▶ _Task to carry out_: Using the data that follows, give the number of lines where the string "limit" occurs, and nothing else.

Dataset entries:
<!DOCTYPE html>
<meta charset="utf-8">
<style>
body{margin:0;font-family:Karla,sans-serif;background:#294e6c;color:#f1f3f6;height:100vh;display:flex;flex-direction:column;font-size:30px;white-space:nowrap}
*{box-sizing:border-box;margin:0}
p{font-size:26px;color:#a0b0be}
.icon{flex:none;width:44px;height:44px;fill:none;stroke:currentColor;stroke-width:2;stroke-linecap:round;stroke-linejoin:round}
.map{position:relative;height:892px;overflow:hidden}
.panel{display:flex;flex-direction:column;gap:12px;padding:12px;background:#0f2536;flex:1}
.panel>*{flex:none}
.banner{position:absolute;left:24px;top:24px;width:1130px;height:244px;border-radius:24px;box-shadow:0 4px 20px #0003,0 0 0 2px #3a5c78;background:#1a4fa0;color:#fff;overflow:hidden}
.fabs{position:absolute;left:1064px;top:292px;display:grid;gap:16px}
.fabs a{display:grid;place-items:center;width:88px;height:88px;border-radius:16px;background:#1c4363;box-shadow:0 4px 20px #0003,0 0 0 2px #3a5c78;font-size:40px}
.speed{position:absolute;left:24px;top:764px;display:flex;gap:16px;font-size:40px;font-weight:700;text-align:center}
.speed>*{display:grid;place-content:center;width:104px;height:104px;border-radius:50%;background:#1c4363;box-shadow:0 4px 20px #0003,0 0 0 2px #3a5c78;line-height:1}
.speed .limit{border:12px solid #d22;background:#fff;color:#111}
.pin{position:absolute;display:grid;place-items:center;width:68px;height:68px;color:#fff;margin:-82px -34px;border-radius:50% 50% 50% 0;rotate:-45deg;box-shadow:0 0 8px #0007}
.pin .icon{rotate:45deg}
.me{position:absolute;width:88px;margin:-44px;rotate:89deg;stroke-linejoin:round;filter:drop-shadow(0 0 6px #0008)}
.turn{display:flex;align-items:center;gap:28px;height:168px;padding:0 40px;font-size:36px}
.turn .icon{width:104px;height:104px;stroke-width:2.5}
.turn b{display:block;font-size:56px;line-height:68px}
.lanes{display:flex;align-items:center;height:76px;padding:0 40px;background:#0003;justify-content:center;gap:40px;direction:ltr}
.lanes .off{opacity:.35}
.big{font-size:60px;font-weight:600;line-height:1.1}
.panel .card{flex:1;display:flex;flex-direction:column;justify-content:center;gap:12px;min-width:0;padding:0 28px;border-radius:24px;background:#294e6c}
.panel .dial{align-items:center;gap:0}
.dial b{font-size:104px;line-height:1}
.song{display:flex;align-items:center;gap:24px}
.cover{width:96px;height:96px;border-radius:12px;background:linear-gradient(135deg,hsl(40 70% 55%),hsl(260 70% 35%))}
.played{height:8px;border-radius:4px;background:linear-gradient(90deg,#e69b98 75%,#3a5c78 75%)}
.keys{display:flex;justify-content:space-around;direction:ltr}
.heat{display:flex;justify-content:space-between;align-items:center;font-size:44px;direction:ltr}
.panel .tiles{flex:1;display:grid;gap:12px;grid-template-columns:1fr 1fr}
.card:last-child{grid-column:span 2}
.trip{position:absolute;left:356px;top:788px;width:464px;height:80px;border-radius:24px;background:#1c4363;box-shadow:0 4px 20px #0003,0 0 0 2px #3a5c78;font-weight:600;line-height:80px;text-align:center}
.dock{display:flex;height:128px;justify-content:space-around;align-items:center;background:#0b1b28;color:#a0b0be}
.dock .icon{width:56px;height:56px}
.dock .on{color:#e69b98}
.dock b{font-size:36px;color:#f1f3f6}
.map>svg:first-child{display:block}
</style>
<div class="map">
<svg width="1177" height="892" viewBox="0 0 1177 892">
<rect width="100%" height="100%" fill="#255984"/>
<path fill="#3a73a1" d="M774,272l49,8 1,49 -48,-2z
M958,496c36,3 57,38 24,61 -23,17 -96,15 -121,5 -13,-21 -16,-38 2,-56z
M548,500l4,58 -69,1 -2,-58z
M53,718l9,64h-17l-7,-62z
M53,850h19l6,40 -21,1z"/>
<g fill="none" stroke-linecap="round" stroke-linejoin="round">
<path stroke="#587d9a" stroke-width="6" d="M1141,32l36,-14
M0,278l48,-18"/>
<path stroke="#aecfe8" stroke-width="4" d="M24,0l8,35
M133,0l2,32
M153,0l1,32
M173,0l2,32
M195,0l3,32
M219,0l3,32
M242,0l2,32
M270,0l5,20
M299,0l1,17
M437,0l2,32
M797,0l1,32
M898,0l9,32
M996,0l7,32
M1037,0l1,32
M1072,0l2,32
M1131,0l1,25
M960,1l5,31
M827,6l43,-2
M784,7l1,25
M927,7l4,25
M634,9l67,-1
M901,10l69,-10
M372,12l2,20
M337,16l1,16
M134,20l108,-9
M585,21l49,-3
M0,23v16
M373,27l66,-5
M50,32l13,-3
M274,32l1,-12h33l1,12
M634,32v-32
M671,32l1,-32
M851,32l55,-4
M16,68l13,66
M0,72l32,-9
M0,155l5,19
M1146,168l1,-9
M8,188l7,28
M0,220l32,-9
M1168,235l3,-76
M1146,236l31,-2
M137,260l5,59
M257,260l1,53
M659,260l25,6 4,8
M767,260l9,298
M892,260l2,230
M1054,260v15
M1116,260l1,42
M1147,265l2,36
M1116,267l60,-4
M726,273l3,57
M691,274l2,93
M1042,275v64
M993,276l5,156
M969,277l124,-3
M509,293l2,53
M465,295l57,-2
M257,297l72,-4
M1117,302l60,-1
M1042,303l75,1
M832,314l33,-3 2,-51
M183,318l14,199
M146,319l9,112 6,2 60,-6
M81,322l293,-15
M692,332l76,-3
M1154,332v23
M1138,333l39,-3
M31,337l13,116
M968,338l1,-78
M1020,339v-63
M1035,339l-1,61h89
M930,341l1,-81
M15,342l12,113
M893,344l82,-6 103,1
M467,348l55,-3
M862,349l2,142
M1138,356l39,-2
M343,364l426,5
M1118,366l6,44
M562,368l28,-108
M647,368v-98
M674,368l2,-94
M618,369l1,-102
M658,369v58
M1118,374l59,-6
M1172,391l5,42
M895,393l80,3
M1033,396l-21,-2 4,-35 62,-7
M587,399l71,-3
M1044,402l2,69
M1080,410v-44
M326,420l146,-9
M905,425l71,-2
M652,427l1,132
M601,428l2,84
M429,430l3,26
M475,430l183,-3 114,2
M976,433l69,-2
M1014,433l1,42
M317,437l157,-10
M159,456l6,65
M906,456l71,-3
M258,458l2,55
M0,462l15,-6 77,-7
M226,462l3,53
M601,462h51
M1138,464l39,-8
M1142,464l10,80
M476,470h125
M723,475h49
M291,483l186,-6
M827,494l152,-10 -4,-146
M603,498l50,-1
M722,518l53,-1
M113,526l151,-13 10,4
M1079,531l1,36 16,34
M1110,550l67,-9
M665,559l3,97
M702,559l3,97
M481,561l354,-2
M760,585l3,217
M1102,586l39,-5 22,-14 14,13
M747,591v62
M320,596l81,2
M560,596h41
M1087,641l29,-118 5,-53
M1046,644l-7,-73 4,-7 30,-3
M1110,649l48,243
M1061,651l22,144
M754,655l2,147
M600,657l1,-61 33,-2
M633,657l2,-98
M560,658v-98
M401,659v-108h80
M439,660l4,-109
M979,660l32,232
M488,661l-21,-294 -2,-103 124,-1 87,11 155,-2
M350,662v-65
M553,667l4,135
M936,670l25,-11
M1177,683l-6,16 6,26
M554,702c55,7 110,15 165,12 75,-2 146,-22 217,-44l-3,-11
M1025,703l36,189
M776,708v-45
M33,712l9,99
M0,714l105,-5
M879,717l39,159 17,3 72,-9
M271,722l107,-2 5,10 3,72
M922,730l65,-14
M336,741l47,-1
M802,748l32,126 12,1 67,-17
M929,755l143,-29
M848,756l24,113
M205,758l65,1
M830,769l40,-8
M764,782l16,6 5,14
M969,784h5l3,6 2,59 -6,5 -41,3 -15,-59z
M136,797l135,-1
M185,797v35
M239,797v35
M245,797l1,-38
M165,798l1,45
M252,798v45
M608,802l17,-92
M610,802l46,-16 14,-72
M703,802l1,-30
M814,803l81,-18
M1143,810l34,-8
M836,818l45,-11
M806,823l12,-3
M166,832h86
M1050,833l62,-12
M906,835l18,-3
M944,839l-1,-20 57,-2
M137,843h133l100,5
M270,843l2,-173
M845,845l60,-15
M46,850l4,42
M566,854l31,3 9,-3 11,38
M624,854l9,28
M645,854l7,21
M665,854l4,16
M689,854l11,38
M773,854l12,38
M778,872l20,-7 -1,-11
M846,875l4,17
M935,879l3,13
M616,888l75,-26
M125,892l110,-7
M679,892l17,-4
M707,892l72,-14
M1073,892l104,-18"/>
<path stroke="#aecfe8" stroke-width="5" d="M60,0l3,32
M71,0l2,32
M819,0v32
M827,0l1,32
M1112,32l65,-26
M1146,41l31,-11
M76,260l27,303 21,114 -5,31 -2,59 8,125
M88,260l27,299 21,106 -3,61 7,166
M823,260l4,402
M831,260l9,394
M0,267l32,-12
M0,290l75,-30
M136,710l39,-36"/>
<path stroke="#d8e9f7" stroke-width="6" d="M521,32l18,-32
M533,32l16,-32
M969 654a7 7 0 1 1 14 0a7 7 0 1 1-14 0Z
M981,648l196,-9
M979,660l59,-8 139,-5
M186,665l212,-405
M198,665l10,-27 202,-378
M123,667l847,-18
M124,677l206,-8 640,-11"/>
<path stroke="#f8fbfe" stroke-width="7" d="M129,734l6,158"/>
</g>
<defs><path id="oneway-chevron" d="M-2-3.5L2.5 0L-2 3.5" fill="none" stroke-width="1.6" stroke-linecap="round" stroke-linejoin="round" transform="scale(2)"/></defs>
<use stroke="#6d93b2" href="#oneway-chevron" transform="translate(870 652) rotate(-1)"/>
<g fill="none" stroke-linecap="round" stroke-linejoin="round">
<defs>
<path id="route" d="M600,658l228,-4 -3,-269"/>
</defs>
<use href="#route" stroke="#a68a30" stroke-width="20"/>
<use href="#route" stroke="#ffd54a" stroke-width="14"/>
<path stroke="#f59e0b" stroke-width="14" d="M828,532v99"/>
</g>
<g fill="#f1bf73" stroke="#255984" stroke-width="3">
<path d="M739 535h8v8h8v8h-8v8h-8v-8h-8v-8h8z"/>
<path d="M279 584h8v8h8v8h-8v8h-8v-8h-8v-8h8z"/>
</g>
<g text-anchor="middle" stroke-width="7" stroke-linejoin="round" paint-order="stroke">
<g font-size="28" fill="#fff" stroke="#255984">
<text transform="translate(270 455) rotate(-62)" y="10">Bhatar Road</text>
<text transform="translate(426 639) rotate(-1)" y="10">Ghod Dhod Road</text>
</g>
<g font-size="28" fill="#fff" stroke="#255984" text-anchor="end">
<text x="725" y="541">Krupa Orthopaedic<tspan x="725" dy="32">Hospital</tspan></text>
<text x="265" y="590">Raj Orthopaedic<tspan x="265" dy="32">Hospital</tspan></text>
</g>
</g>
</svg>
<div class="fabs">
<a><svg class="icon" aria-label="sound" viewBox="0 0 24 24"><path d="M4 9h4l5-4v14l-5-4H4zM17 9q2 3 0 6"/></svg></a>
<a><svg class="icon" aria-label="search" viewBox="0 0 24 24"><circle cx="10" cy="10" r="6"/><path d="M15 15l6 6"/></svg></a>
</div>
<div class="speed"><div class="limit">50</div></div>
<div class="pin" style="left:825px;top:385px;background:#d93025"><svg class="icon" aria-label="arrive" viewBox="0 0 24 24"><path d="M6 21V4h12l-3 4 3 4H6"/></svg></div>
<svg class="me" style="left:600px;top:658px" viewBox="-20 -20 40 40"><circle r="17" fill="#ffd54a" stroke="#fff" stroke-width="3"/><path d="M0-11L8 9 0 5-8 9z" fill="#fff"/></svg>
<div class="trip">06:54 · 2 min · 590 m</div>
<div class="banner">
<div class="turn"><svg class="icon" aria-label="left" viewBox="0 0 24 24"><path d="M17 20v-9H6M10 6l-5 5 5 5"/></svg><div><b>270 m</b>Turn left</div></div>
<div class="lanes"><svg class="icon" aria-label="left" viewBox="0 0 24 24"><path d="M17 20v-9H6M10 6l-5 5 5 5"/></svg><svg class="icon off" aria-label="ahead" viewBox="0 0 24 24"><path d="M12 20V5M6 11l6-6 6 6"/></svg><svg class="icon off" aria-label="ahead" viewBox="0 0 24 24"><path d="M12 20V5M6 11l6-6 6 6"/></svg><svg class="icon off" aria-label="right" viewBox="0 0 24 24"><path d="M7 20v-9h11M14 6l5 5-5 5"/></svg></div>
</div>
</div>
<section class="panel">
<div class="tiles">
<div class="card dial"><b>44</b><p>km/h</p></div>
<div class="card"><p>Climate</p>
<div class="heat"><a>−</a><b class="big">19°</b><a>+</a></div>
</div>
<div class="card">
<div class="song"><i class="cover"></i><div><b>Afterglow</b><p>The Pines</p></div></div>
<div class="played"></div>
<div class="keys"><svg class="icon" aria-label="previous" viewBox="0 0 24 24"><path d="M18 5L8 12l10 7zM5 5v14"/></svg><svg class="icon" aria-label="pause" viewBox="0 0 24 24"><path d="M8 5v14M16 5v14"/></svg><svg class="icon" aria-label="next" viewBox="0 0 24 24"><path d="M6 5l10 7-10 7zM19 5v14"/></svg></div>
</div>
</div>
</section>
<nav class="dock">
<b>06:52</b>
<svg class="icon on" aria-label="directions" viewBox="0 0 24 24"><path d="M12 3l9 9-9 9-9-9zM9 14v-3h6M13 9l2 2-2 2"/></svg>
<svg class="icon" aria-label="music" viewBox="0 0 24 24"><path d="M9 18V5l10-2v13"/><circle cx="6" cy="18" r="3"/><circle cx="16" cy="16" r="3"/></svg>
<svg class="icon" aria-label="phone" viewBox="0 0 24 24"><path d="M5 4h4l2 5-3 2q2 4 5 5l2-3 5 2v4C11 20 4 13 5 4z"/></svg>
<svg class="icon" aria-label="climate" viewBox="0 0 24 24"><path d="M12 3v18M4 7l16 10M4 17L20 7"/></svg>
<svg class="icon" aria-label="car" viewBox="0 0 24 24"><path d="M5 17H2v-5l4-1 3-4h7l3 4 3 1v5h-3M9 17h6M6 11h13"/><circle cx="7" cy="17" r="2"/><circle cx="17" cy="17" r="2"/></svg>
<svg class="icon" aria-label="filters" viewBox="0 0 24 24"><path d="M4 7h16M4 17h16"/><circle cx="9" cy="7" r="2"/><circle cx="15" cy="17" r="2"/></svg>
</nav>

▶ _Problem solution_: 2